Reaffirming its full-year guidance for organic operating profit growth of 2%-6%, Carlsberg said it would continue to monitor the impact of the conflict, focusing on any changes to consumer behaviour, commodity prices and supply chain.
Carlsberg reported organic volume growth of 2.8% and organic revenue growth of 3.6% in the first quarter of 2026, ahead of analyst forecasts of 1.4% and 2.8% respectively.
“Performance broadly met expectations at group level, with regional delivery mixed but directionally encouraging,” Barclays analyst Laurence Whyatt said in a note to clients.

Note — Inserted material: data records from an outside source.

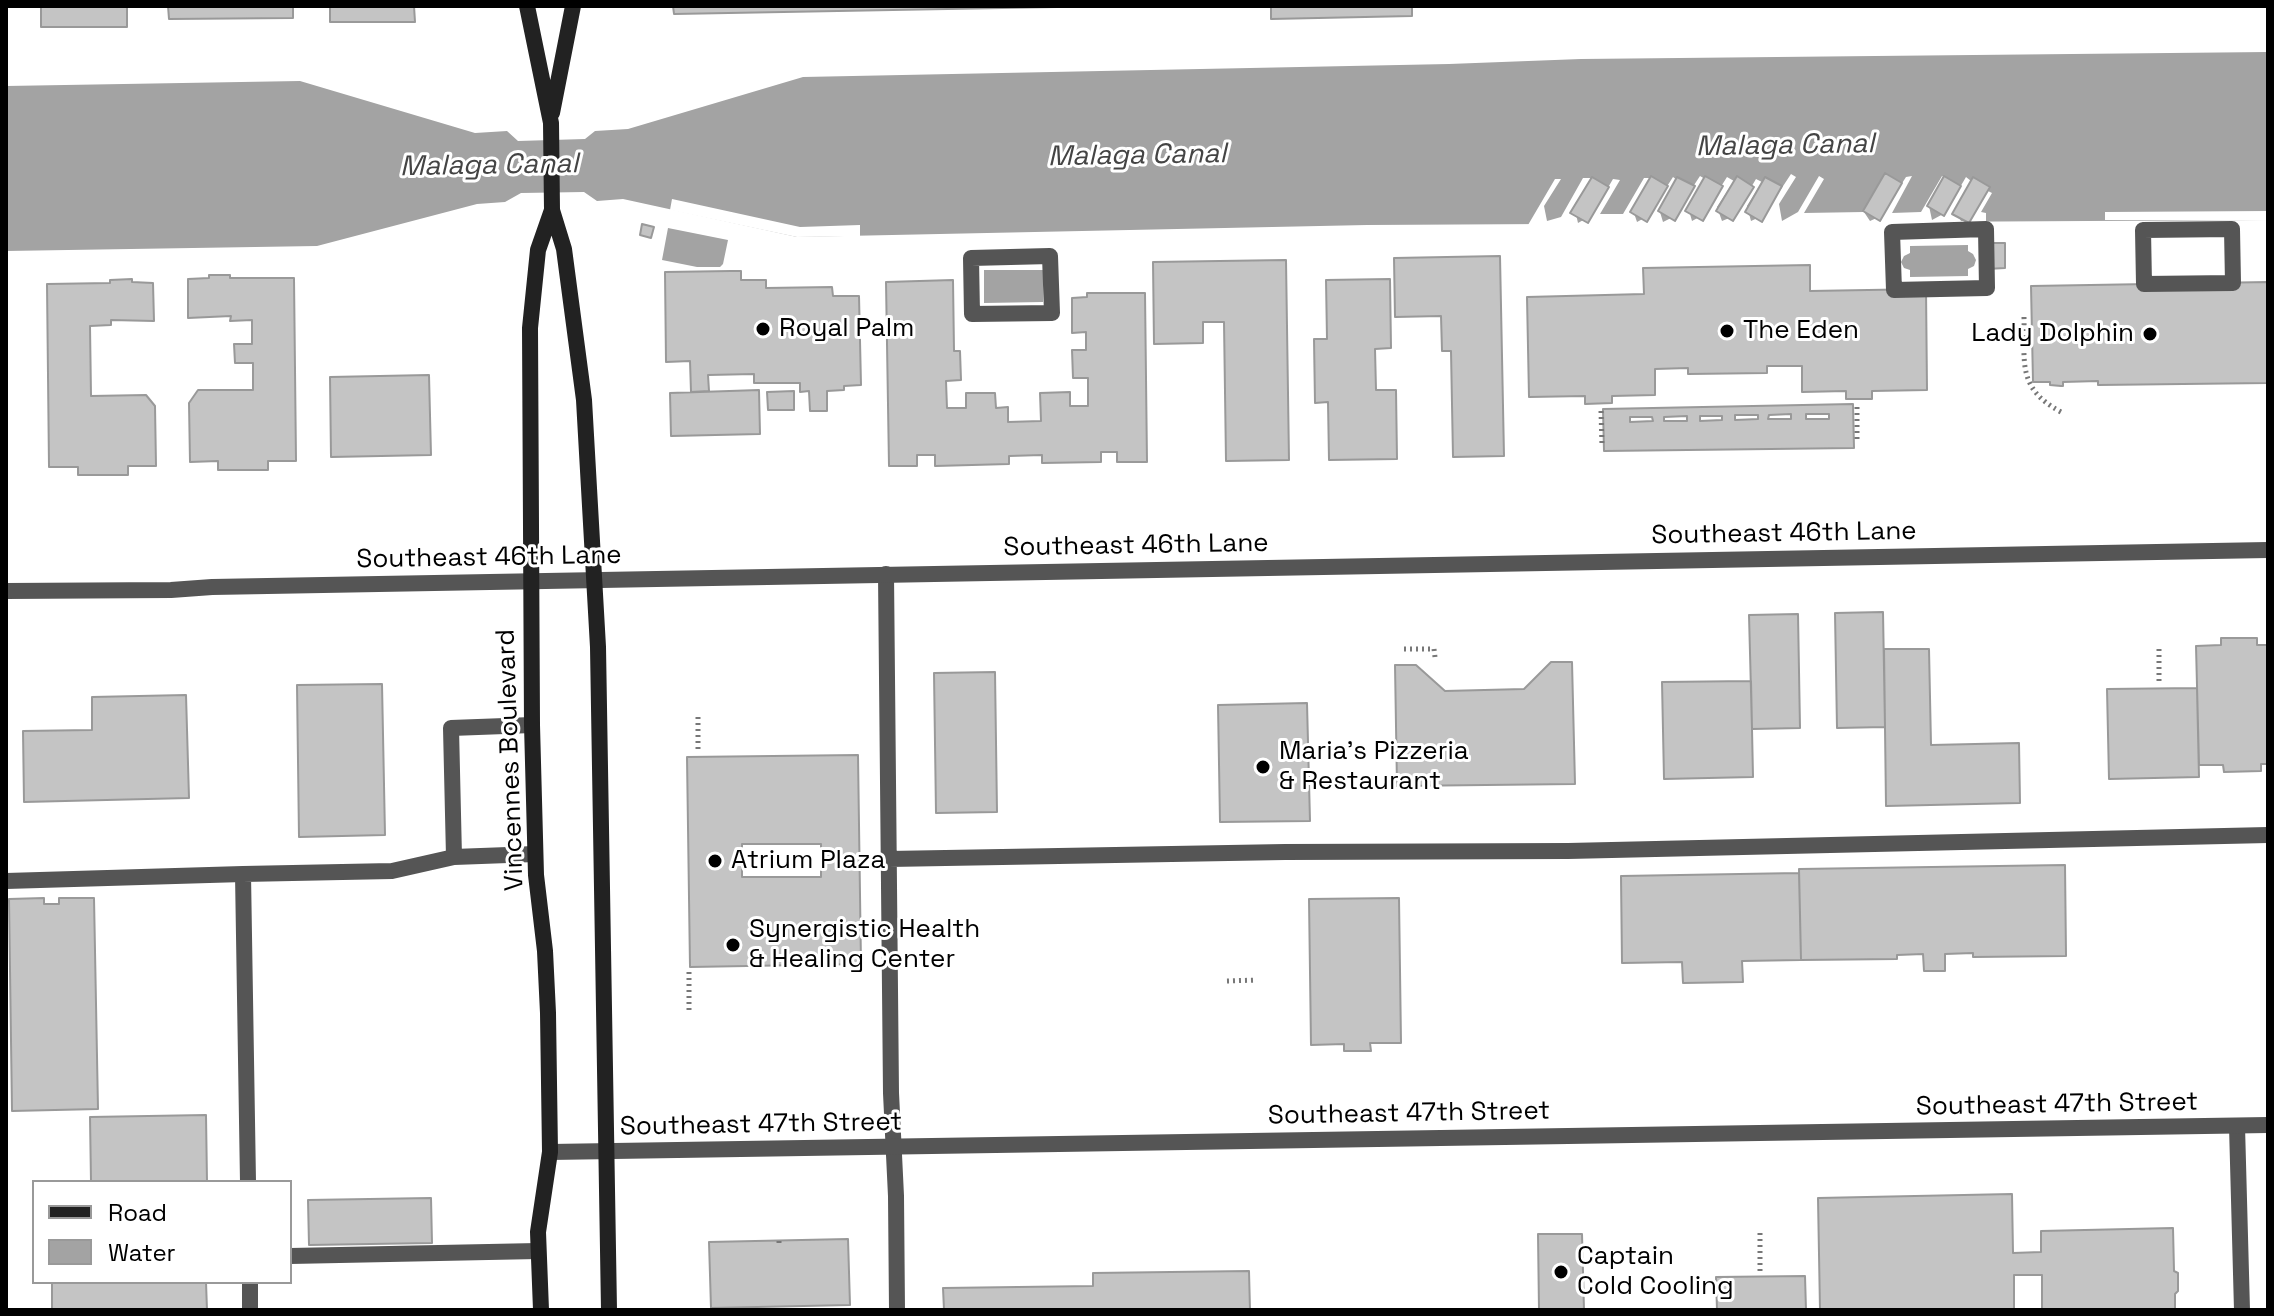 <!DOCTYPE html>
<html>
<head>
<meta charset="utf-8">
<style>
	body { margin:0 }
	#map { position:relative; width:2274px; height:1316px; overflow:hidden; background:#fff; font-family:"Space Grotesk",sans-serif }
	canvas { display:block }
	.frame { position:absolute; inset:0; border:8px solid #000; pointer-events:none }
	.legend { position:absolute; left:32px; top:1180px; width:260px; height:104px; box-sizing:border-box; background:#fff; border:2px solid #999; margin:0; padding:10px 14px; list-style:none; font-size:24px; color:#000 }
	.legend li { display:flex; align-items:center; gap:16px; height:40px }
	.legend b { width:40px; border:2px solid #999 }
</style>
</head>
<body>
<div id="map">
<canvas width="2274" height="1316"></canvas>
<div class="frame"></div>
<ul class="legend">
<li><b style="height:10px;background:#222"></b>Road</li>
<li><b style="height:22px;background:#a3a3a3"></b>Water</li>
</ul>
</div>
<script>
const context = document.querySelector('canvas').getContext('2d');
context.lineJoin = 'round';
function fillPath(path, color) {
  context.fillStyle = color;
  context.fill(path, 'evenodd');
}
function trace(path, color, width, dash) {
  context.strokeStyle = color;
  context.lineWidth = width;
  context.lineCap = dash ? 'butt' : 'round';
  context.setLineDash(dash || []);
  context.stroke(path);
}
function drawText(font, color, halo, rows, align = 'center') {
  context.font = font + ' "Space Grotesk",sans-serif';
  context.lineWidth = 6;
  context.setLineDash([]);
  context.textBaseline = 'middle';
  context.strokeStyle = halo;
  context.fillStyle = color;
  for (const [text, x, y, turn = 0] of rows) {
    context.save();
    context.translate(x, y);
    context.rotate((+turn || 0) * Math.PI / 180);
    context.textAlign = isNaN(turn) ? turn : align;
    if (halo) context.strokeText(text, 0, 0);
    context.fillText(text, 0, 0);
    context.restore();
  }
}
fillPath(new Path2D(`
	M2268 52V220L1367 225 797 237 623 199 597 201 584 192 521 193 505 202 477 204 317 246 6 251V86L300 81 475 133 507 131 518 141 585 139 595 131 628 129 803 77 1449 64 1581 59Z
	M668 228 728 240 723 264 720 267H697L662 260Z
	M1968 245V251L1973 254 1976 260 1974 266 1968 269V276L1910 277V270L1904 268 1901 262 1904 256 1910 253V246Z
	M984 270H1043V302L984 303Z`), '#a3a3a3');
fillPath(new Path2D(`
	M1791 174 1796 177 1779 204 1782 221 1798 212 1819 176 1824 179 1804 213 1864 212 1870 221 1881 216 1906 177 1912 176 1892 213 1921 212 1942 176 1946 178 1929 206 1932 220 1945 213 1966 177 1971 181 1955 210 1961 221 1970 220 1988 191 1992 193 1981 212 1986 213V223L1528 225 1555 179H1561L1544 206 1547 221 1561 217 1583 178H1591L1574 206 1578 223 1592 215 1613 179 1620 180 1600 214H1623L1644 178H1652L1633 210 1637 222 1648 216 1673 177 1677 180 1660 212 1663 222 1673 217 1700 176 1705 179 1688 207 1692 221 1703 215 1727 177 1734 181 1717 207 1722 221 1734 216 1756 179 1762 182 1747 206 1751 221 1764 215Z
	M672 199 800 227 860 225V236L797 237 670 210Z
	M2268 211V220H2105V212Z`), '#fff');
const building = new Path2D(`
	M41 6H127V27H41Z
	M168 6H293V18L169 19Z
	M330 6H414L415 22H330Z
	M673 6H1057V7L674 14Z
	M1271 6H1412V16L1271 19Z
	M1885 173 1902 183 1880 221 1863 211Z
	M1651 176 1668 186 1647 222 1630 212Z
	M1705 176 1723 186 1703 221 1685 211Z
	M1737 176 1754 187 1733 221 1716 211Z
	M1944 176 1961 186 1944 216 1927 206Z
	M1592 177 1609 187 1588 223 1570 213Z
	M1677 177 1695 186 1675 221 1658 211Z
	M1765 177 1782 186 1762 222 1745 212Z
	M1973 177 1990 187 1969 223 1952 214Z
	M642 224 654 227 651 238 640 235Z
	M1986 243H2005V268L1987 269Z
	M1500 256 1504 456 1453 457 1451 351H1442L1441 316 1395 317 1394 258Z
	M1286 260 1289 460 1226 461 1224 322H1203V343L1154 344 1153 262Z
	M1810 265V291L1926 289 1927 390 1872 391V399H1846V391L1802 392V366H1767V373L1688 374V368L1655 369V395L1612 396V403L1585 404V396L1529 397 1527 297 1644 294 1643 268Z
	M731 271H741V280H766V288L832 287 833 296H859L861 385 844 386V390L827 391V411H810L809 391 800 392V383H754V374L708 375 709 391 691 392 690 361 666 362 665 272Z
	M209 275H230V278H294L296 461H268V470H218V461L190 462 189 403 198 390H253V363H235L234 344H252V320L230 321 231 316 188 318V279L209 278Z
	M132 279V282L153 283 154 321 111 320V325L90 326 91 396 146 395 155 406 156 466H128V475H78V467H49L47 284 110 283V280Z
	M1390 279 1391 348 1375 349 1376 390H1396L1397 459 1329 460 1328 402 1315 403 1314 339H1327L1326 280Z
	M953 280 954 351H960L961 380 946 381 947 408H966V393H995L996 408 1008 407V422L1041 421 1040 393 1070 392V406H1088V378H1073L1072 350H1086V332L1072 333V298L1087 297V293H1145L1147 462H1117V452H1101V462L1042 463V455L1009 456V464L935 466V455H917V466H889L886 282Z
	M2268 282V383L2098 385V381L2063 382V386H2061L2050 385V382H2033L2031 286Z
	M429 375 431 455 331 457 330 377Z
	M759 390 760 434 671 436 670 393Z
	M794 391V410H768L767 392Z
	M1853 404 1854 448 1604 451 1603 409Z
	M1791 414V419H1768L1769 415Z
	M1806 414H1829V419H1806Z
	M1735 415H1758V419L1735 420Z
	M1687 416V421H1664V417Z
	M1700 416H1722V420L1700 421Z
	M1630 417H1652L1653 421 1630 422Z
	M1883 612 1885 727 1837 728 1835 613Z
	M1798 614 1800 728 1752 729 1749 615Z
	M2221 638H2257V645H2268V764H2261V771L2224 772 2223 765H2199L2196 646 2221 645Z
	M1884 649H1929L1931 745 2019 743 2020 803 1886 806Z
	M1551 662H1572L1575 784 1397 786 1395 665H1416L1445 691 1524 689Z
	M995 672 997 812 936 813 934 673Z
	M1751 681 1753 777 1664 779 1662 682Z
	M382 684 385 835 299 837 297 685Z
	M2197 688 2199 777 2109 779 2107 689Z
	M186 695 189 798 24 802 23 731 92 730V697Z
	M1307 703 1310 821 1220 822 1218 705Z
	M858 755 861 964 690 967 687 757ZM742 844H821V877H742Z
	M2065 865 2066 956 1973 957V953L1945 954V971H1924L1923 954 1897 955V959L1801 960 1799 869Z
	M1799 873 1801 960 1742 961 1743 982 1683 983 1682 962 1622 963 1621 876Z
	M44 898V904H59V898H94L98 1109 12 1111 9 899Z
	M1399 898 1401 1043H1370L1371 1051H1344V1044L1311 1045 1309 899Z
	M206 1115 207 1182H91L90 1117Z
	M2012 1194 2013 1253 2041 1252V1231L2173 1228 2174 1271 2178 1273V1291L2175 1294V1310H2042V1275H2014V1310H1820L1818 1198Z
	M431 1198 432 1243 309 1245 308 1200Z
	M1538 1234H1582L1584 1310H1539Z
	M848 1239 850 1305 711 1308 709 1242Z
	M1249 1271 1250 1310H944L943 1288 1093 1286V1273Z
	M1805 1276 1806 1310H1717L1716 1277Z
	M52 1282H206L207 1310H52Z`);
fillPath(building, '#c4c4c4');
trace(building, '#999', 2);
trace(new Path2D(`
	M2024 317C2025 361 2016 388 2061 412
	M1857 407V443
	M1601 411 1602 446
	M1404 649H1434L1435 657
	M2159 649V684
	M698 717V753
	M1227 981 1257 980
	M689 1010V971
	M1760 1233V1271
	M779 1241V1246`), '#777', 5, [2, 4]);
trace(new Path2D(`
	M886 574 891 1093 896 1196 897 1310
	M454 857 451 728 532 725
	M889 859 1285 852 1568 851 2268 835
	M243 874 392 871 454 857 535 854
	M6 881 243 874 248 1182
	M2237 1126 2242 1310
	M290 1256 538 1251
	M250 1282V1310`), '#555', 16);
trace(new Path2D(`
	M1986 229 1987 288 1894 290 1892 232Z
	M2232 229 2233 283 2144 284 2143 230Z
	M1050 256 1052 313 972 314 971 258Z
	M6 591 171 590 212 587 2268 550
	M550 1152 2268 1125`), '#555', 16);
trace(new Path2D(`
	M527 6 551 123 552 210 564 249 584 400 598 647 609 1310
	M552 113 573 6
	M541 1310 538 1232 550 1152 548 1013 545 951 536 875 532 725 530 328 538 250 552 210`), '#222', 16);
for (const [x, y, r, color] of [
	[763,329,8,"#000"],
	[1727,331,8,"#000"],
	[2150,334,8,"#000"],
	[1263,767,8,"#000"],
	[715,861,8,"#000"],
	[733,945,8,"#000"],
	[1561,1272,8,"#000"]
]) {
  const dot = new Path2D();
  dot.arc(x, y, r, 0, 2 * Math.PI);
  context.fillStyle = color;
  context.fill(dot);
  trace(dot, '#fff', 3);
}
drawText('26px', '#000', '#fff', [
	["Royal Palm",779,329],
	["The Eden",1743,331],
	["Lady Dolphin",2134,334,"right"],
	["Maria's Pizzeria",1279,752],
	["& Restaurant",1279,782],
	["Atrium Plaza",731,861],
	["Synergistic Health",749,930],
	["& Healing Center",749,960],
	["Captain",1577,1257],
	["Cold Cooling",1577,1287]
], 'left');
drawText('26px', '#000', '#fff', [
	["Southeast 46th Lane",1784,534,-1],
	["Southeast 46th Lane",1136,546,-1],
	["Southeast 46th Lane",489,558,-1],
	["Vincennes Boulevard",511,760,-92],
	["Southeast 47th Street",2057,1105,-1],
	["Southeast 47th Street",1409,1114,-1],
	["Southeast 47th Street",761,1125,-1]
]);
drawText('italic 28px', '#444', '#fff', [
	["Malaga Canal",1785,146,-1],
	["Malaga Canal",1137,156,-1],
	["Malaga Canal",489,166,-1]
]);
</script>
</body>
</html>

Revenue growth was delivered by Carlsberg’s major growth categories of premium beer (+3%), soft drinks (+10%), and alcohol-free brews (+7%).
Volumes, meanwhile, were driven by positive showings in Central & Eastern Europe and India & Asia (+3.4%), although Western Europe also climbed 1.2%, driven by the Nordics and the UK.
The UK delivered “strong growth ahead of the market in both soft drinks and beer” with mid single-digit volume growth in soft drinks supported by the Pepsi portfolio, Carlsberg said.
“We delivered a good start to 2026 with organic volume and revenue growth in all three regions, strong results for our strategic category growth drivers – premium beer, soft drinks and alcohol-free brews – and a return to solid growth in our Asia region,” said Carlsberg Group CEO Jacob Aarup-Andersen.
Carlsberg recently announced an expanded bottling partnership, becoming a PepsiCo bottler in Denmark, Finland and the Baltics from January 2029.
“The growth prospects and value creation opportunities from a business model that combines the Carlsberg and PepsiCo beverage portfolios are truly significant,” Aarup-Andersen added.